[Stored items]
════════════════════

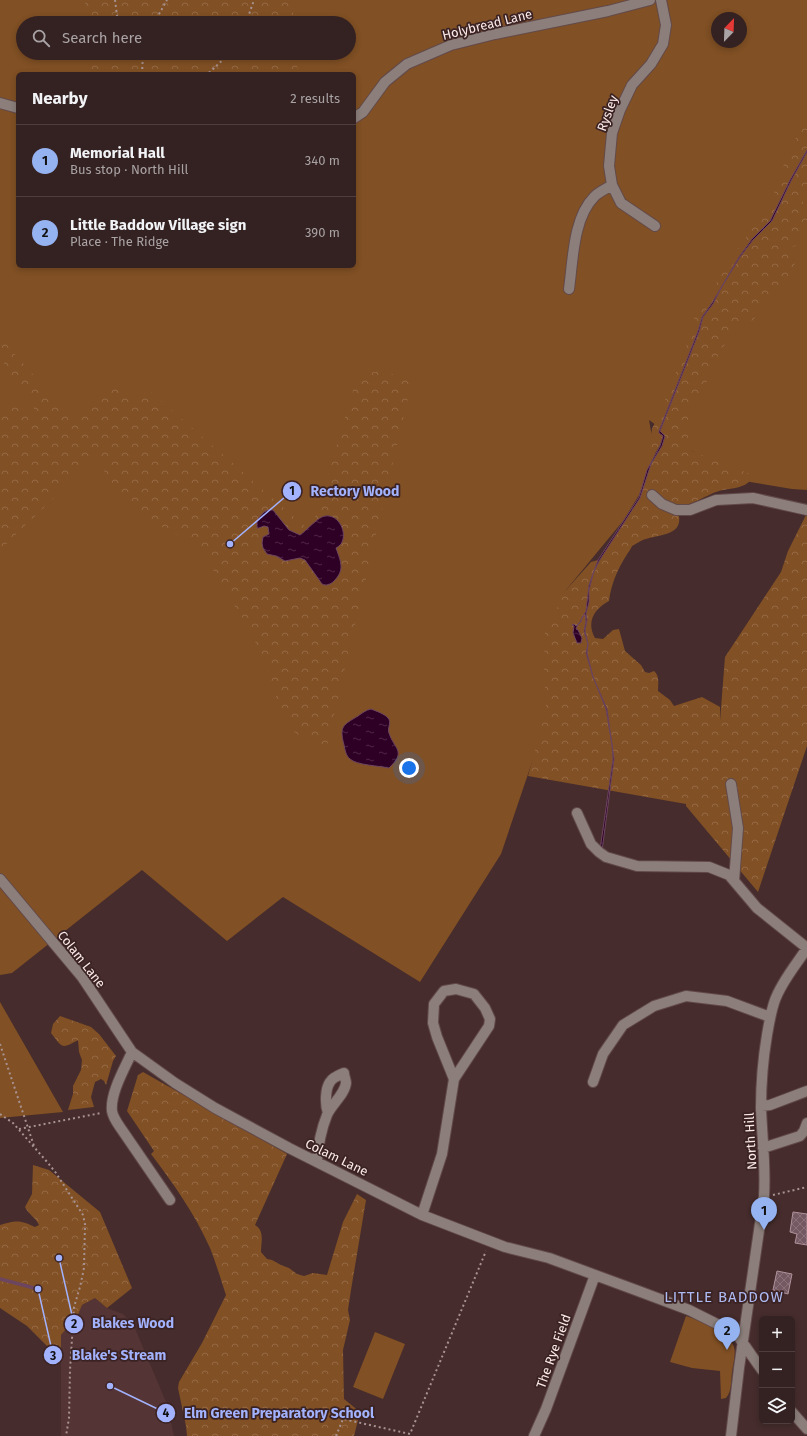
<!DOCTYPE html>
<meta charset="utf-8">
<style>
body{margin:0;font-family:"Fira Sans",sans-serif;background:#3c292a;color:#f1f3f6}
.controls{position:absolute;right:12px;bottom:12px;display:grid;overflow:hidden;border-radius:6px;box-shadow:0 2px 6px #0003}
.controls button{width:36px;height:36px;display:grid;place-items:center;padding:0;border:0;border-bottom:1px solid #4e3e3f;background:#342121;color:#f1f3f6;font:20px sans-serif}
.compass{position:absolute;left:711px;top:12px;width:36px;height:36px;border-radius:50%;background:#342121;box-shadow:0 2px 6px #0003;rotate:23deg}
.you{position:absolute;left:409px;top:768px;width:14px;height:14px;margin:-10px;border:3px solid #fff;border-radius:50%;background:#1a73e8;box-shadow:0 0 0 6px #1a73e833}
.badge{display:grid;place-items:center;width:26px;height:26px;border-radius:50%;background:#95b2f1;color:#111;font-size:13px;font-weight:700}
.pin{position:absolute;translate:-50% -33px;filter:drop-shadow(0 1px 2px #0008)}
.pin::after{content:'';position:absolute;top:21px;width:14px;height:12px;background:inherit;clip-path:polygon(0 0,100% 0,50% 100%)}
.list{margin:0;padding:0;list-style:none}
h2{display:flex;justify-content:space-between;align-items:center;height:52px;margin:0;padding:0 16px;font-size:17px}
h2 small{font-size:13px;font-weight:400;color:#a9a3a5}
.list li{display:grid;grid-template-columns:26px 1fr auto;gap:12px;align-items:center;box-sizing:border-box;height:72px;padding:0 16px;border-top:1px solid #4e3e3f}
.list b{display:block;font-size:15px;white-space:nowrap}
.list p{margin:0;font-size:13px;white-space:nowrap;color:#a9a3a5}
.list em{font-size:13px;font-style:normal;color:#a9a3a5}
.icon{flex:none;width:22px;height:22px;fill:none;stroke:currentColor;stroke-width:2;stroke-linecap:round;stroke-linejoin:round}
.map{position:relative;flex:none;width:807px;height:1436px;overflow:hidden}
.search{position:absolute;background:#342121;box-shadow:0 2px 6px #0003;left:16px;top:16px;width:340px;height:44px;display:flex;align-items:center;gap:10px;box-sizing:border-box;padding:0 14px;border-radius:22px;color:#a9a3a5;font-size:15px}
.panel{position:absolute;background:#342121;box-shadow:0 2px 6px #0003;left:16px;top:72px;width:340px;height:196px;border-radius:6px}
.map>svg:first-child{display:block}
.built{fill:#543435}
.grass{fill:#815024;fill-rule:evenodd}
.forest{fill:url(#forest-crowns)}
.water{fill:url(#water-ripples);stroke:#6c4660}
.lines{fill:none;stroke-linecap:round;stroke-linejoin:round}
.stream{stroke:#6c4660;stroke-width:3.5}
.building{fill:url(#building-cross-hatch);stroke:#af919b}
.minor-casing{stroke:#634a4a;stroke-width:12}
.path{stroke:#a89292;stroke-width:2;stroke-dasharray:2 3;stroke-linecap:butt}
.minor{stroke:#8c7f7b;stroke-width:10}
.labels{text-anchor:middle;stroke-width:3.5;stroke-linejoin:round;paint-order:stroke}
.street-label{font-size:13px;fill:#fbeae9;stroke:#3b2223}
.quarter-label{font-size:15px;letter-spacing:1px;fill:#aebbf3;stroke:#3b2223}
.leader{fill:none;stroke:#a2b2fd;stroke-width:1.5}
.callout-dot{fill:#a2b2fd;stroke:#3b2223;stroke-width:1.5}
.mark-label{font-size:12px;text-anchor:middle;font-weight:bold;fill:#111}
.callout-label{font-size:14px;text-anchor:middle;font-weight:bold;fill:#a2b2fd;stroke:#3b2223;stroke-width:3.5;stroke-linejoin:round;paint-order:stroke}
</style>
<div class="map">
<svg width="807" height="1436" viewBox="0 0 807 1436">
<defs>
<pattern id="forest-crowns" width="20" height="18" patternUnits="userSpaceOnUse"><rect width="20" height="18" fill="#815024"/><path d="M2 6a3 3 0 1 1 6 0M12 15a3 3 0 1 1 6 0" fill="none" stroke="#946944"/></pattern>
<pattern id="water-ripples" width="26" height="14" patternUnits="userSpaceOnUse"><rect width="26" height="14" fill="#2f0026"/><path d="M2 4q2-2 4 0t4 0M15 11q2-2 4 0t4 0" fill="none" stroke="#4e2546"/></pattern>
<pattern id="building-cross-hatch" width="8" height="8" patternUnits="userSpaceOnUse"><rect width="8" height="8" fill="#755962"/><path d="M0 0l8 8M0 8l8-8" fill="none" stroke="#8a7178"/></pattern>
</defs>
<rect width="100%" height="100%" fill="#462c2c"/>
<!-- built -->
<path class="built" d="M95,1298L107,1308L123,1314L134,1326L174,1421L171,1422L174,1436H61V1335L78,1315L82,1305Z"/>
<!-- grass -->
<path class="grass" d="M0,0H807V490L792,489L750,482L692,451L649,420L655,454L639,495L623,521L566,590L549,712L501,854L420,982L283,897L227,941L142,870L12,973L0,975ZM717,18H741V42H717ZM23,23H349V53H23ZM18,74H354V266H18Z
M0,1002L63,1112L0,1118Z
M686,1316C701,1321 729,1331 734,1347C736,1354 733,1365 732,1372C731,1381 732,1391 726,1398L721,1399L720,1371L692,1368L670,1362Z
M375,1332L405,1344L383,1399L353,1387Z"/>
<!-- forest -->
<path class="forest" d="M85,0H292L294,23H86Z
M87,53H296L298,74H84L87,62Z
M807,115V150L790,180L770,220L752,239L738,256L712,303L701,316L698,331L659,431L663,436L660,445L653,457L650,456C649,452 651,433 652,429C653,426 655,423 657,420L695,324L694,318L713,289L729,260L748,235L768,206L773,196L781,171L795,141L798,130Z
M807,152C807,164 807,177 807,189C806,196 801,200 804,207L807,209V233L789,236V241L807,240L805,244L787,248L788,252L804,249L799,264L796,262L793,267L800,270C795,273 789,275 786,278C773,291 765,308 752,321L750,322H742L738,323L732,337L720,350L711,374L691,410L687,422L689,446L692,451L755,476C743,490 735,487 719,491C712,493 705,497 699,500C693,503 685,505 678,507L677,509C687,535 662,534 646,539C641,540 636,544 632,546C630,551 628,552 626,556C617,570 611,585 609,601C594,609 586,622 595,638L603,639L613,630L619,629L625,651L641,665L645,672L649,673L654,671C660,676 658,684 658,691L670,700L674,706L702,697L720,707V721L725,657L781,572L788,551L807,513V746L758,892L686,806V804L528,776L546,710L544,665L545,633L566,590L591,562L598,560L596,567L623,521L639,497L651,464L662,446L664,435L660,431L699,332L703,317L713,303L720,290L739,257L753,240L772,221L791,180Z
M0,333L5,340V343L70,416L117,387L126,398L140,399L144,397L145,394L139,382L141,383L308,529L300,535L289,530L273,509C265,509 262,515 257,520V528L264,526L268,527L269,534L263,537L262,542L305,560L332,583C346,569 342,565 336,548C349,535 343,519 326,515L313,524L355,384C371,363 391,374 412,381L325,754L294,732L280,710L265,660L241,615L219,583L214,572L207,550L202,546C179,535 152,525 133,507C118,493 107,475 95,458L0,550V406L7,404L32,414L35,412C33,400 14,385 5,376L3,350L0,343Z
M60,1016L91,1027L99,1034L116,1056L113,1061L106,1085L104,1081L101,1079L95,1082L91,1097L94,1107L68,1110L73,1094V1086L81,1070L82,1060L79,1052L78,1040C61,1050 62,1047 51,1033L53,1024Z
M143,1072L287,1154L255,1225C265,1231 261,1242 261,1252L267,1259L272,1260L281,1265L289,1268L297,1274L304,1276L313,1273L327,1275L343,1222L357,1194L366,1200L351,1290L348,1310L350,1320L343,1350L344,1399L360,1412L354,1436H187L186,1426L178,1388L179,1382L202,1343L226,1295C221,1280 216,1263 210,1248C195,1214 173,1183 151,1154L154,1151L127,1111L138,1075Z
M33,1165L49,1170L100,1212L132,1288L107,1308L95,1298L82,1305L78,1315L61,1335V1350L50,1349L27,1326L0,1308V1225C16,1220 20,1220 35,1227L39,1225C36,1218 29,1215 25,1207L32,1194Z"/>
<!-- water -->
<path class="water" d="M807,150V152L791,181L772,221L753,240L740,257L720,290L713,304L703,317L699,332L660,431L665,436L662,446L651,464L640,498L599,561L593,574L589,590V602L586,614L587,620L585,631L588,644L587,653L593,677L607,709L614,759L602,851L600,850L613,759L612,745L606,709L593,677L586,653L588,644L584,631L586,621L585,614L582,617L581,622L578,624L576,629L578,630L582,638L581,643H577L573,633L574,626L572,625L574,624L576,626L580,622L586,611L589,585L598,560L639,497L647,470L660,446L663,436L659,433V431L698,331L702,317L712,303L739,257L752,239L770,221L790,180Z
M268,510H273L289,530L300,535C306,531 319,516 325,516C339,514 348,533 341,544C340,545 338,547 336,548C341,562 345,570 334,581C330,585 326,586 322,584L305,560L300,558L285,561L276,556L267,554L263,548L262,543L263,537L269,534L268,527L264,526L259,528H257V520L264,512Z
M371,709C376,711 385,714 388,718C392,722 387,728 389,733C394,749 407,751 389,768C380,766 356,765 350,759C346,756 345,750 344,745C339,726 343,725 358,716C362,713 366,710 371,709Z"/>
<g class="lines">
<!-- stream -->
<path class="stream" d="M0,1279L38,1289"/>
</g>
<!-- building -->
<path class="building" d="M793,1212L807,1214V1245L795,1243L797,1234L790,1232Z
M777,1271L792,1274L788,1294L773,1290Z"/>
<g class="lines">
<!-- minor casing -->
<g class="minor-casing">
<path id="minor" d="M0,103L18,108
M354,118L363,112L385,82L407,64L451,45L495,34L608,11L650,0
M655,226L621,203L612,185L609,166L612,133L620,110L632,85L651,64L663,44L666,25L661,0
M569,289C573,261 573,218 594,197C598,192 606,189 612,185
M652,495L662,504L676,510H690L716,500L753,498L807,510
M731,784L738,828L734,881
M577,813L591,844L599,852L606,857L637,866L709,867L729,875L757,908L807,948
M0,879L82,977L132,1052L175,1083L215,1108L289,1148L422,1215L505,1247L549,1258L641,1292L689,1310L731,1331L738,1336L762,1370
M132,1052C125,1068 110,1093 112,1111C113,1118 118,1124 122,1130L170,1200
M593,1082L603,1054L623,1025L654,1006L686,996L727,1001L770,1017
M761,1106L770,1105L807,1091
M763,1148L800,1136L804,1131L807,1123
M317,1162C318,1146 321,1130 327,1115C331,1105 345,1094 346,1083C346,1080 344,1076 344,1073C339,1075 333,1077 330,1082C325,1089 325,1105 328,1113
M422,1215L442,1154L454,1079L437,1037L433,1023L434,1004L444,991L456,989L474,994L485,1008L490,1019L489,1026L454,1079
M792,1412L807,1429
M534,1436L546,1409L595,1275
M731,1436L739,1368L764,1196C766,1166 762,1137 761,1108C761,1083 763,1059 767,1035C769,1023 771,1011 775,1000C782,981 796,965 807,948"/>
</g>
<!-- path -->
<path class="path" d="M115,0L118,23
M154,23L167,0
M246,23L254,0
M142,74L143,53
M204,74L210,72L230,53
M0,1044L34,1146
M0,1114L13,1123L48,1163L56,1173L83,1215L85,1224L84,1268L80,1287L74,1307L70,1370L69,1418L66,1436
M19,1129L101,1113
M773,1195L807,1187
M336,1436L343,1419L410,1434L486,1251"/>
<!-- minor -->
<use href="#minor" class="minor"/>
</g>
<g class="labels">
<!-- street labels -->
<g class="street-label">
<text transform="translate(487 24) rotate(-14)" y="5">Holybread Lane</text>
<text transform="translate(607 113) rotate(-70)" y="5">Rysley</text>
<text transform="translate(82 959) rotate(52)" y="5">Colam Lane</text>
<text transform="translate(750 1141) rotate(-93)" y="5">North Hill</text>
<text transform="translate(337 1157) rotate(26)" y="5">Colam Lane</text>
<text transform="translate(553 1351) rotate(-70)" y="5">The Rye Field</text>
</g>
<!-- quarter labels -->
<g class="quarter-label">
<text x="724" y="1302">LITTLE BADDOW</text>
</g>
</g>
<!-- callouts -->
<path class="leader" d="M230 544L292 491M59 1258L74 1324M38 1289L53 1355M110 1386L166 1413"/>
<g class="callout-dot">
<circle cx="230" cy="544" r="4"/>
<circle cx="59" cy="1258" r="4"/>
<circle cx="38" cy="1289" r="4"/>
<circle cx="110" cy="1386" r="4"/>
<circle cx="292" cy="491" r="10"/>
<circle cx="74" cy="1324" r="10"/>
<circle cx="53" cy="1355" r="10"/>
<circle cx="166" cy="1413" r="10"/>
</g>
<g class="mark-label">
<text x="292" y="495">1</text>
<text x="74" y="1328">2</text>
<text x="53" y="1360">3</text>
<text x="166" y="1417">4</text>
</g>
<g class="callout-label">
<text x="355" y="496">Rectory Wood</text>
<text x="133" y="1328">Blakes Wood</text>
<text x="119" y="1360">Blake's Stream</text>
<text x="279" y="1418">Elm Green Preparatory School</text>
</g>
</svg>
<div class="controls">
<button>+</button>
<button>−</button>
<button><svg class="icon" aria-label="layers" viewBox="0 0 24 24"><path d="M12 4l9 5-9 5-9-5zM3 14l9 5 9-5"/></svg></button>
</div>
<svg class="compass" viewBox="-18 -18 36 36"><path d="M0-13l5 13h-10z" fill="#e53935"/><path d="M0 13l5-13h-10z" fill="#a9a3a5"/></svg>
<div class="you"></div>
<div class="pin badge" style="left:764px;top:1230px">1</div>
<div class="pin badge" style="left:727px;top:1350px">2</div>
<div class="search"><svg class="icon" aria-label="search" viewBox="0 0 24 24"><circle cx="10" cy="10" r="6"/><path d="M15 15l6 6"/></svg>Search here</div>
<section class="panel">
<h2>Nearby<small>2 results</small></h2>
<ul class="list">
<li><span class="badge">1</span><div><b>Memorial Hall</b><p>Bus stop · North Hill</p></div><em>340 m</em></li>
<li><span class="badge">2</span><div><b>Little Baddow Village sign</b><p>Place · The Ridge</p></div><em>390 m</em></li>
</ul>
</section>
</div>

════════════════════

§ Your task
Reproduce each line of the data containing the word "viewBox".

§ Final answer
<svg width="807" height="1436" viewBox="0 0 807 1436">
<button><svg class="icon" aria-label="layers" viewBox="0 0 24 24"><path d="M12 4l9 5-9 5-9-5zM3 14l9 5 9-5"/></svg></button>
<svg class="compass" viewBox="-18 -18 36 36"><path d="M0-13l5 13h-10z" fill="#e53935"/><path d="M0 13l5-13h-10z" fill="#a9a3a5"/></svg>
<div class="search"><svg class="icon" aria-label="search" viewBox="0 0 24 24"><circle cx="10" cy="10" r="6"/><path d="M15 15l6 6"/></svg>Search here</div>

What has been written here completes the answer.